The focus of Design Iterations is to explore and use iterative approaches to design. This means instead of a traditional approach to design and problem solving – identifying requirements, developing a single solution and implementing it in that order, we take a more cyclic approach, analyzing the solutions designed and how they work in relation to the designer’s end goal, then revising and redesigning to create a new “iteration” of a piece of design. Through this process, designers can learn more about the requirements and what will be needed in their solution through the process of designing itself.
One example of an iterative approach to design and development is the Agile approach. Whereas a traditional “waterfall” approach to a project goes through individual stages of design never to return, taking an iterative approach revisits each stage of development in a cycle as different iterations of the product are realized. Through designing and developing solutions, designers can discover additional problems and solutions that may be more effective than if they kept to a single development cycle.

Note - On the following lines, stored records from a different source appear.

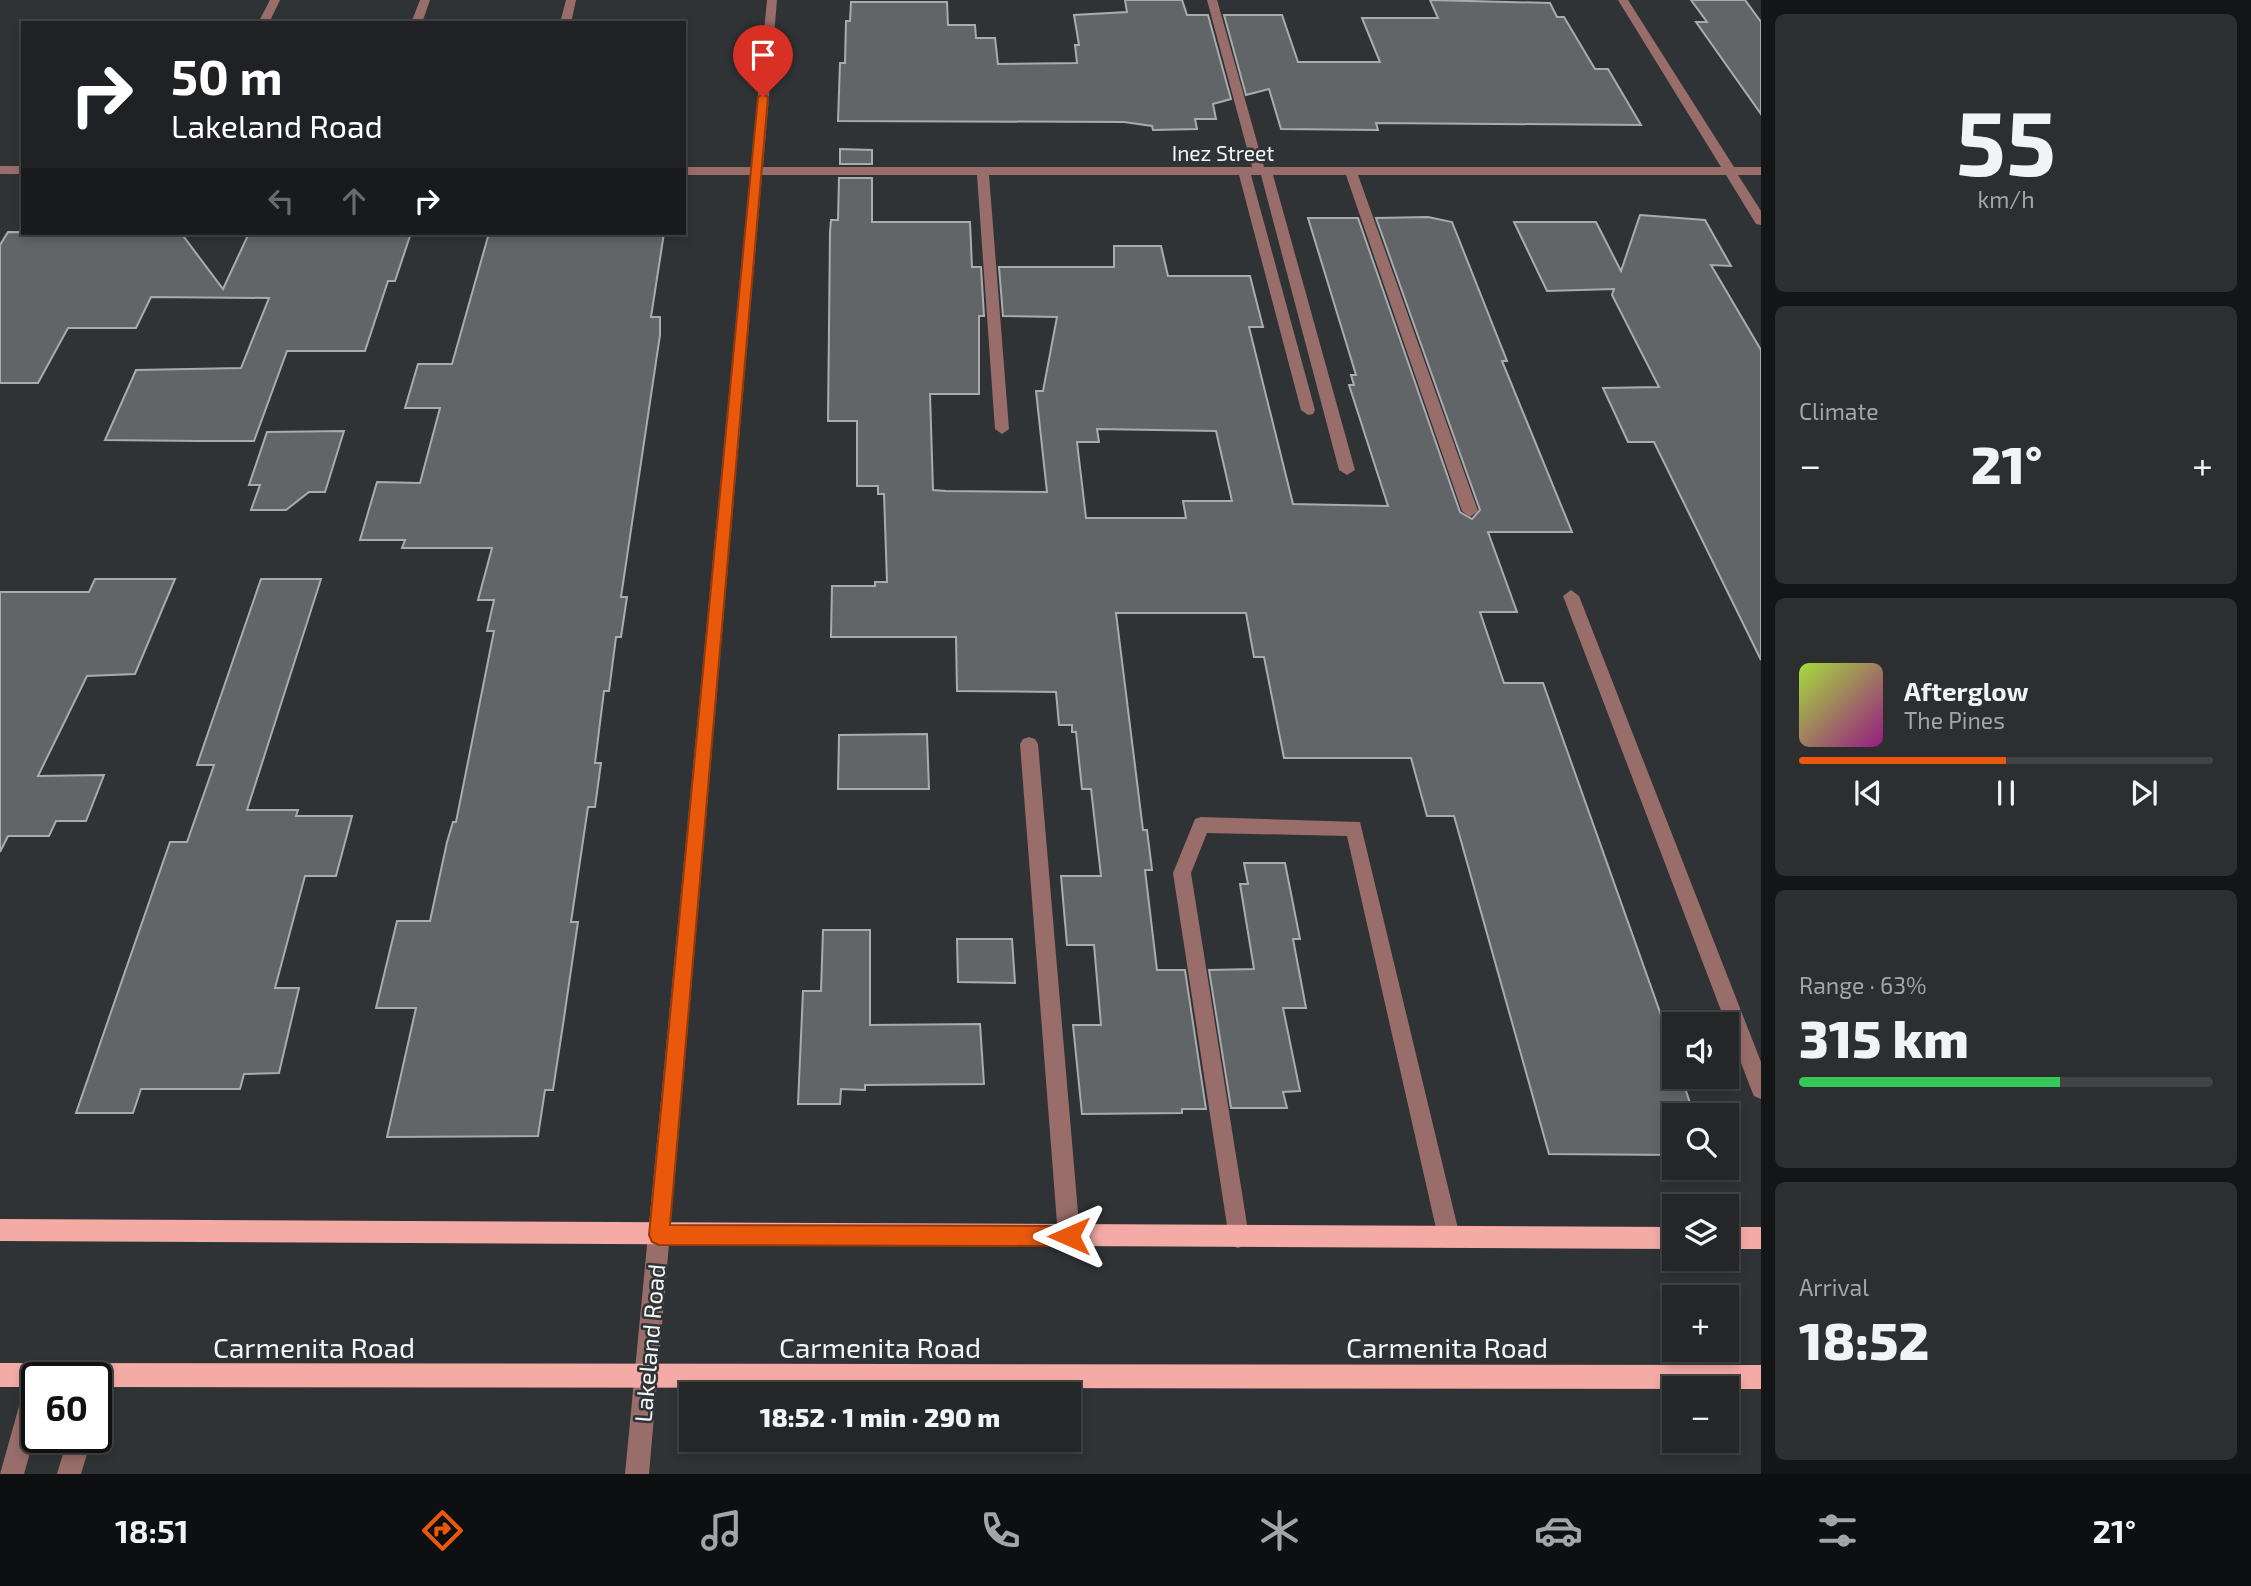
<!DOCTYPE html>
<html lang="en">
<head>
<meta charset="utf-8">
<style>
  body { margin:0; font-family:"Exo 2",sans-serif; background:#2c2e30; color:#f1f3f6; height:100vh; display:flex; flex-direction:column; font-size:26px; white-space:nowrap }
  * { box-sizing:border-box; margin:0 }
  p { font-size:23px; color:#a3a5a8 }
  .icon { flex:none; width:38px; height:38px; fill:none; stroke:currentColor; stroke-width:2; stroke-linecap:round; stroke-linejoin:round }
  .map { position:relative; flex:1; overflow:hidden }
  .panel { display:flex; flex-direction:column; gap:14px; padding:14px; background:#141516; width:490px }
  .panel>* { flex:none }
  .hud { position:absolute; left:21px; top:21px; width:665px; height:214px; border-radius:0px; box-shadow:0 4px 10px #0003,0 0 0 2px #414345; background:#202124; color:#fff; overflow:hidden }
  .controls { position:absolute; left:1662px; top:1012px; display:grid; gap:14px }
  .controls a { display:grid; place-items:center; width:77px; height:77px; border-radius:0px; background:#242628; box-shadow:0 4px 10px #0003,0 0 0 2px #414345; font-size:35px }
  .speed { position:absolute; left:21px; top:1362px; display:flex; gap:14px; font-size:35px; font-weight:700; text-align:center }
  .speed>* { display:grid; place-content:center; width:91px; height:91px; border-radius:50%; background:#242628; box-shadow:0 4px 10px #0003,0 0 0 2px #414345; line-height:1 }
  .speed .limit { border:4px solid #111; border-radius:10px; background:#fff; color:#111 }
  .pin { position:absolute; display:grid; place-items:center; width:60px; height:60px; color:#fff; margin:-72px -30px; border-radius:50% 50% 50% 0; rotate:-45deg; box-shadow:0 0 7px #0007 }
  .pin .icon { rotate:45deg }
  .me { position:absolute; width:77px; margin:-38px; rotate:270deg; stroke-linejoin:round; filter:drop-shadow(0 0 5px #0008) }
  .turn { display:flex; align-items:center; gap:24px; height:147px; padding:0 35px; font-size:32px }
  .turn .icon { width:91px; height:91px; stroke-width:2.5 }
  .turn b { display:block; font-size:49px; line-height:60px }
  .lanes { display:flex; align-items:center; height:66px; padding:0 35px; background:#0003; justify-content:center; gap:35px; direction:ltr }
  .lanes .off { opacity:.35 }
  .big { font-size:52px; font-weight:800; line-height:1.1 }
  .panel .card { flex:1; display:flex; flex-direction:column; justify-content:center; gap:10px; min-width:0; padding:0 24px; border-radius:10px; background:#2c2e30 }
  .panel .dial { align-items:center; gap:0 }
  .dial b { font-size:91px; line-height:1 }
  .song { display:flex; align-items:center; gap:21px }
  .cover { width:84px; height:84px; border-radius:10px; background:linear-gradient(135deg,hsl(80 70% 55%),hsl(310 70% 35%)) }
  .played { height:7px; border-radius:4px; background:linear-gradient(90deg,#ea580c 50%,#414345 50%) }
  .keys { display:flex; justify-content:space-around; direction:ltr }
  .heat { display:flex; justify-content:space-between; align-items:center; font-size:38px; direction:ltr }
  .charge { height:10px; border-radius:5px; background:linear-gradient(90deg,#34c759 63%,#414345 0) }
  .trip { position:absolute; left:679px; top:1382px; width:402px; height:70px; border-radius:0px; background:#242628; box-shadow:0 4px 10px #0003,0 0 0 2px #414345; font-weight:800; line-height:70px; text-align:center }
  .tabs { display:flex; height:112px; justify-content:space-around; align-items:center; background:#0e0f10; color:#a3a5a8 }
  .tabs .icon { width:49px; height:49px }
  .tabs .active { color:#ea580c }
  .tabs b { font-size:32px; color:#f1f3f6 }
  main { display:flex; flex:1; min-height:0 }
  .map>svg:first-child { display:block }
</style>
</head>
<body>
<main>
<div class="map">
<svg width="1761" height="1474" viewBox="0 0 1761 1474">
  <rect width="100%" height="100%" fill="#303335"/>
  <path fill="#626568" stroke="#a8acaf" stroke-width="2" fill-rule="evenodd" d="M1125,0h57l5,15h21l23,84 -18,5 3,15h-21l2,10 -44,1 -1,-4 -28,-4 -286,-1 2,-58h5l1,-42h4l1,-19h96l1,23h27l1,13h19l3,26 79,-1 -2,-18h4l-5,-30 53,-3z
    M1430,0l120,3 7,14h7l31,52h13l33,56 -265,-2 2,7 -97,-1 -12,-40 -23,6 -22,-80h58l16,47h82l-18,-44h76z
    M1691,0h54l16,22v92l-65,-92h11z
    M840,149l32,1v14h-32z
    M839,178h33v44h98l2,45h9l3,49h-5v78h-49l3,96 13,1 101,1 -11,-101h7l14,-74 -54,-1 -4,-49h115v-21h47l7,30h82l13,51h-14l44,177 95,2 -39,-121h5l-3,-10h5l-48,-157h50l102,294 12,7 8,-9 -104,-292 52,-1 24,5 55,139h-5l70,171h-84l29,80h-37l24,71h39l123,346 9,28v19h6l13,39h-19v40l-126,-1 -95,-338h-27l-16,-58h-127l-20,-101h-10l-8,-44h-130l27,217h4l5,40h-7l12,100h28l21,139h-24v4l-100,1 -9,-89h28l-7,-80h-27l-6,-69h40l-10,-87h-9l-6,-57h-4v-7h-13l-3,-33 -99,-1 -1,-54h-125l1,-51h43v-4h12l-3,-88h-6v-8h-21v-65h-29l2,-189 1,-12h7zM1097,429l119,2 16,70h-49l3,17h-100l-9,-76h22z
    M1640,215l65,5 26,46 -20,-1 50,85v310l-107,-218h-26l-25,-54 56,-1 -47,-92 2,-6 -67,2 -33,-69h82l25,49z
    M8,232l173,1 42,56 26,-56h162l-16,48h-7l-23,70h-78l-33,90h-56l-93,-1 31,-70 105,-2 28,-70 -118,-1 -15,31h-68l-30,55h-38v-138z
    M489,233h175l-13,84h9v18l-39,262h6l-6,40h-5l-7,54h-5l-9,72h6l-6,44h-7l-17,115h7l-14,96 -11,72h-8l-7,46 -151,1 29,-129h-40l21,-87h33l17,-79 6,-20h3l38,-191h-7l7,-31h-16l14,-52h-90l3,-8h-45l17,-58 43,1 20,-75h-35l13,-44h34z
    M344,431l-19,61h-16l-23,18h-35l9,-25h-11l18,-53z
    M95,579h80l-40,95 -48,2 -49,100 66,-1 -18,46h-30l-7,15h-41l-8,16v-260h89z
    M261,579h60l-74,231h51l-2,6h56l-16,60h-31l-30,112h24l-20,85 -35,1 -4,15h-99l-8,24h-57l94,-271h17l27,-77h-17z
    M927,734l2,55h-91l1,-54z
    M1244,863h41l15,76h-7l13,69h-23l17,83 -17,1 4,16h-56l-22,-138 45,-1 -14,-85h8z
    M823,930h47v95l110,-1 4,60 -119,1v5l-24,-1 -1,15h-42l5,-113h18z
    M957,939h55l3,44 -57,-1z"/>
  <g fill="none" stroke-linecap="round" stroke-linejoin="round">
    <path fill="#996d69" fill-rule="evenodd" d="M270,0h10l-11,23h-11z
      M420,0h10l-8,23h-11z
      M566,0h10l-5,23h-11z
      M767,0h10l-14,167h489l-45,-167h10l47,167h457l-103,-167h10l106,167h27v8h-23l23,36v14l-5,-1 -30,-49h-368l120,336 -8,6 -8,-6 -116,-336h-73l82,295 -8,5 -8,-5 -78,-295h-10l64,235 -2,4 -5,1 -7,-5 -62,-235h-250l20,254 -7,5 -7,-5 -18,-254h-215l-113,1299h-24l125,-1299h-66v-8h67z
      M0,166h23v8h-23z
      M1571,590l8,6 182,466v37l-7,-3 -3,-7 -188,-493z
      M1029,737l6,2 3,5 42,492 -3,8 -8,3 -8,-3 -3,-8 -38,-492 3,-5z
      M1201,817l159,5 100,415 -3,8 -8,3 -8,-3 -3,-8 -91,-401 -140,-3 -16,40 58,364 -3,8 -8,3 -8,-3 -57,-372 22,-54z
      M37,1373l8,4h-8v51l-13,46h-24l25,-89 4,-8z
      M68,1437h24l-11,37h-24z"/>
    <path fill="#f4aba6" fill-rule="evenodd" d="M0,1219l1675,8v22l-1675,-8z
      M1727,1227h34v22h-34z
      M0,1363l1761,2v24l-1665,-2v-10h-59v10h-37z"/>
  </g>
  <path fill="#ea580c" stroke="#983908" stroke-width="2" d="M763,94l5,3 -98,1128 399,1 7,3 3,7 -3,7 -7,3 -410,-1 -7,-3 -3,-7 109,-1138z"/>
  <g text-anchor="middle" dominant-baseline="central" stroke-width="5" stroke-linejoin="round" paint-order="stroke">
    <g font-size="21" fill="#f3f5f7" stroke="#303335">
      <text x="1223" y="152">Inez Street</text>
    </g>
    <g font-size="24" fill="#f3f5f7" stroke="#303335">
      <text transform="translate(649 1343) rotate(-85)">Lakeland Road</text>
    </g>
    <g font-size="28" fill="#f3f5f7" stroke="#303335">
      <text x="314" y="1347">Carmenita Road</text>
      <text x="880" y="1347">Carmenita Road</text>
      <text x="1447" y="1347">Carmenita Road</text>
    </g>
  </g>
</svg>
<div class="controls">
<a><svg class="icon" aria-label="sound" viewBox="0 0 24 24"><path d="M4 9h4l5-4v14l-5-4H4zM17 9q2 3 0 6"/></svg></a>
<a><svg class="icon" aria-label="search" viewBox="0 0 24 24"><circle cx="10" cy="10" r="6"/><path d="M15 15l6 6"/></svg></a>
<a><svg class="icon" aria-label="layers" viewBox="0 0 24 24"><path d="M12 4l9 5-9 5-9-5zM3 14l9 5 9-5"/></svg></a>
<a>+</a>
<a>−</a>
</div>
<div class="speed"><div class="limit">60</div></div>
<div class="pin" style="left:763px;top:97px;background:#d93025"><svg class="icon" aria-label="arrive" viewBox="0 0 24 24"><path d="M6 21V4h12l-3 4 3 4H6"/></svg></div>
<svg class="me" style="left:1069px;top:1236px" viewBox="-20 -20 40 40"><path d="M0-17L14 15 0 8-14 15z" fill="#ea580c" stroke="#fff" stroke-width="4"/></svg>
<div class="trip">18:52 · 1 min · 290 m</div>
<div class="hud">
<div class="turn"><svg class="icon" aria-label="right" viewBox="0 0 24 24"><path d="M7 20v-9h11M14 6l5 5-5 5"/></svg><div><b>50 m</b>Lakeland Road</div></div>
<div class="lanes"><svg class="icon off" aria-label="left" viewBox="0 0 24 24"><path d="M17 20v-9H6M10 6l-5 5 5 5"/></svg><svg class="icon off" aria-label="ahead" viewBox="0 0 24 24"><path d="M12 20V5M6 11l6-6 6 6"/></svg><svg class="icon" aria-label="right" viewBox="0 0 24 24"><path d="M7 20v-9h11M14 6l5 5-5 5"/></svg></div>
</div>
</div>
<section class="panel">
<div class="card dial"><b>55</b><p>km/h</p></div>
<div class="card"><p>Climate</p>
<div class="heat"><a>−</a><b class="big">21°</b><a>+</a></div>
</div>
<div class="card">
<div class="song"><i class="cover"></i><div><b>Afterglow</b><p>The Pines</p></div></div>
<div class="played"></div>
<div class="keys"><svg class="icon" aria-label="previous" viewBox="0 0 24 24"><path d="M18 5L8 12l10 7zM5 5v14"/></svg><svg class="icon" aria-label="pause" viewBox="0 0 24 24"><path d="M8 5v14M16 5v14"/></svg><svg class="icon" aria-label="next" viewBox="0 0 24 24"><path d="M6 5l10 7-10 7zM19 5v14"/></svg></div>
</div>
<div class="card"><p>Range · 63%</p><b class="big">315 km</b><div class="charge"></div></div>
<div class="card"><p>Arrival</p><b class="big">18:52</b></div>
</section>
</main>
<nav class="tabs">
<b>18:51</b>
<svg class="icon active" aria-label="directions" viewBox="0 0 24 24"><path d="M12 3l9 9-9 9-9-9zM9 14v-3h6M13 9l2 2-2 2"/></svg>
<svg class="icon" aria-label="music" viewBox="0 0 24 24"><path d="M9 18V5l10-2v13"/><circle cx="6" cy="18" r="3"/><circle cx="16" cy="16" r="3"/></svg>
<svg class="icon" aria-label="phone" viewBox="0 0 24 24"><path d="M5 4h4l2 5-3 2q2 4 5 5l2-3 5 2v4C11 20 4 13 5 4z"/></svg>
<svg class="icon" aria-label="climate" viewBox="0 0 24 24"><path d="M12 3v18M4 7l16 10M4 17L20 7"/></svg>
<svg class="icon" aria-label="car" viewBox="0 0 24 24"><path d="M5 17H2v-5l4-1 3-4h7l3 4 3 1v5h-3M9 17h6M6 11h13"/><circle cx="7" cy="17" r="2"/><circle cx="17" cy="17" r="2"/></svg>
<svg class="icon" aria-label="filters" viewBox="0 0 24 24"><path d="M4 7h16M4 17h16"/><circle cx="9" cy="7" r="2"/><circle cx="15" cy="17" r="2"/></svg>
<b>21°</b>
</nav>
</body>
</html>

Another illustrated iterative approach is “scrum”, intended as a framework for management of project development (using iterations):
This example approach also demonstrates the repetition in iterative design, that the process of redesigning and identifying any new problems should be repeated until the product is of a desirable standard for the designer and client.
These are rather specific methods of iterative design, which will be taken into account in my approach to the upcoming unit. My work will likely go through several versions and redesigns before being finally deployed in the public space where it will be displayed.